The Nuclear Regulatory Commission has begun a technical review of a license for an interim storage site for nuclear waste in New Mexico -- and that's a hopeful sign for those fighting to find an alternative to burying spent nuclear fuel 100 feet from the beach at the now-closed San Onofre nuclear plant, in northern San Diego County.
The Eddy-Lea Energy Alliance, a coalition of cities and counties in the southeast corner of New Mexico, is ready and willing to accept nuclear waste — for a price. Holtec, the company that designed the latest waste storage at San Onofre, applied for a license last spring to build an interim storage site on 1,000 acres purchased by the alliance.

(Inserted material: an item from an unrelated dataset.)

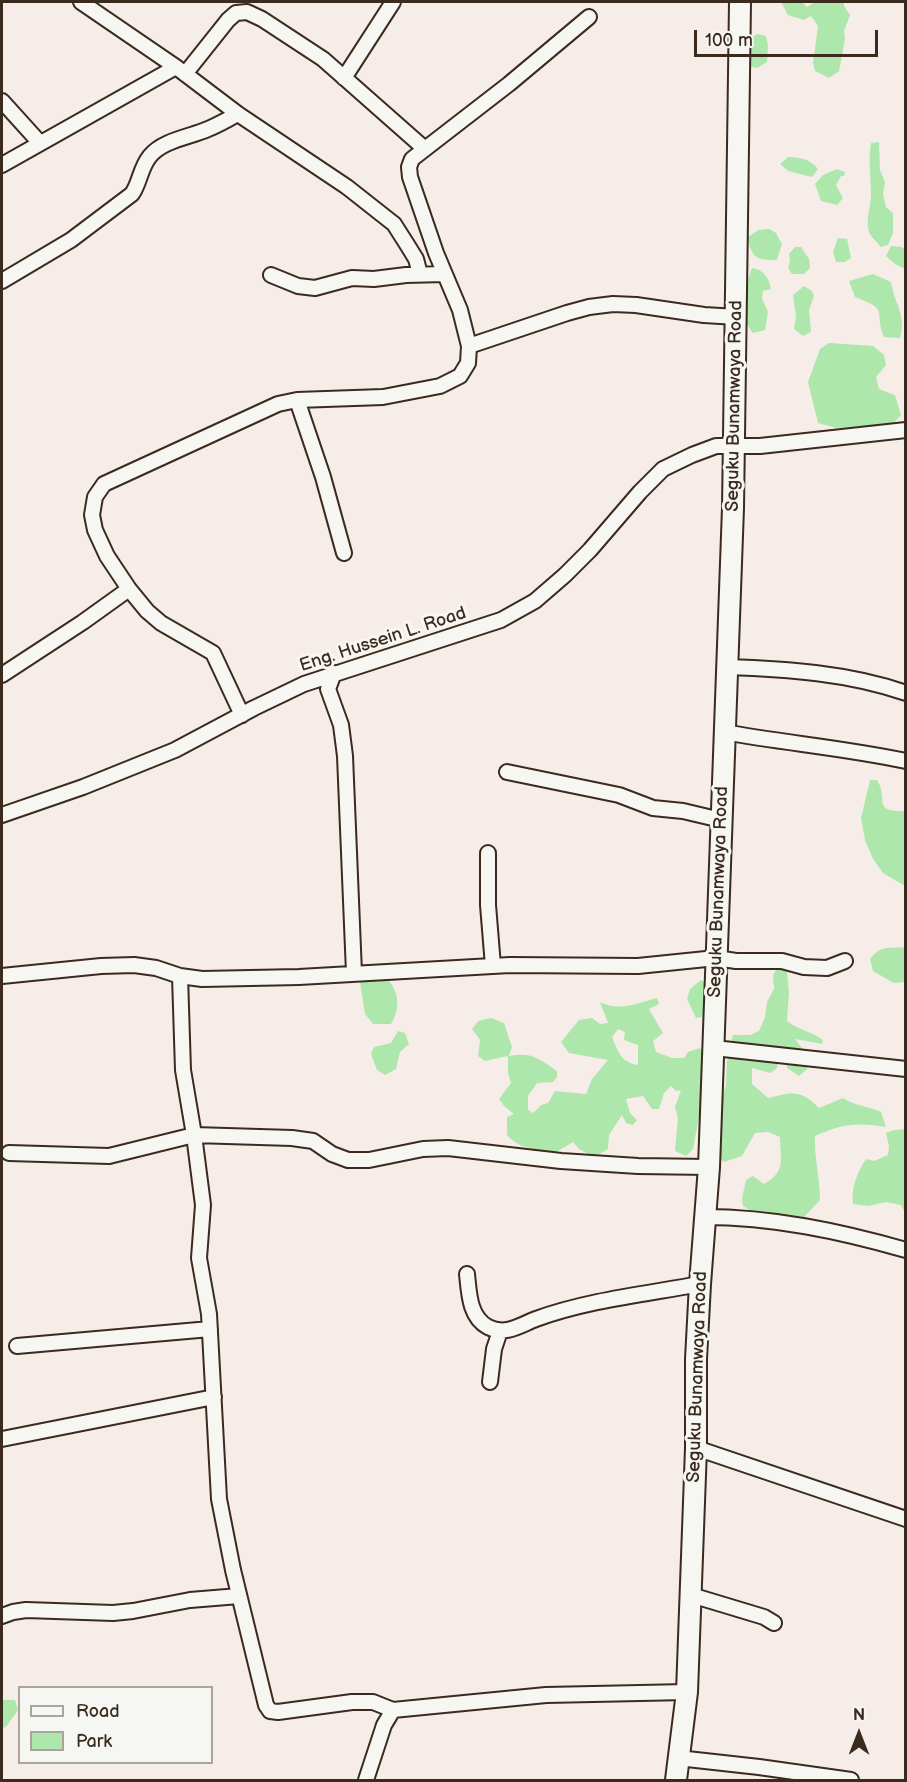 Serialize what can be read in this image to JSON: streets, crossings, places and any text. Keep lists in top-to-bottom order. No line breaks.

Now, the NRC has agreed to consider it.
John Heaton, chair of the Eddy-Lea Energy Alliance, said there are more than 30 states around the nation waiting for a safer place to store nuclear waste. Current federal priorities are to move the oldest nuclear waste first. But Heaton said if this license is granted, Holtec, a private company, could have a say in which nuclear waste gets priority, and San Onofre should be high on the list.
“You are on the oceanfront, you are also in a very seismically unstable area, as well as being in a high-density population area,” he said. “Those things, I think, would play into the decision-making about which fuel goes first.”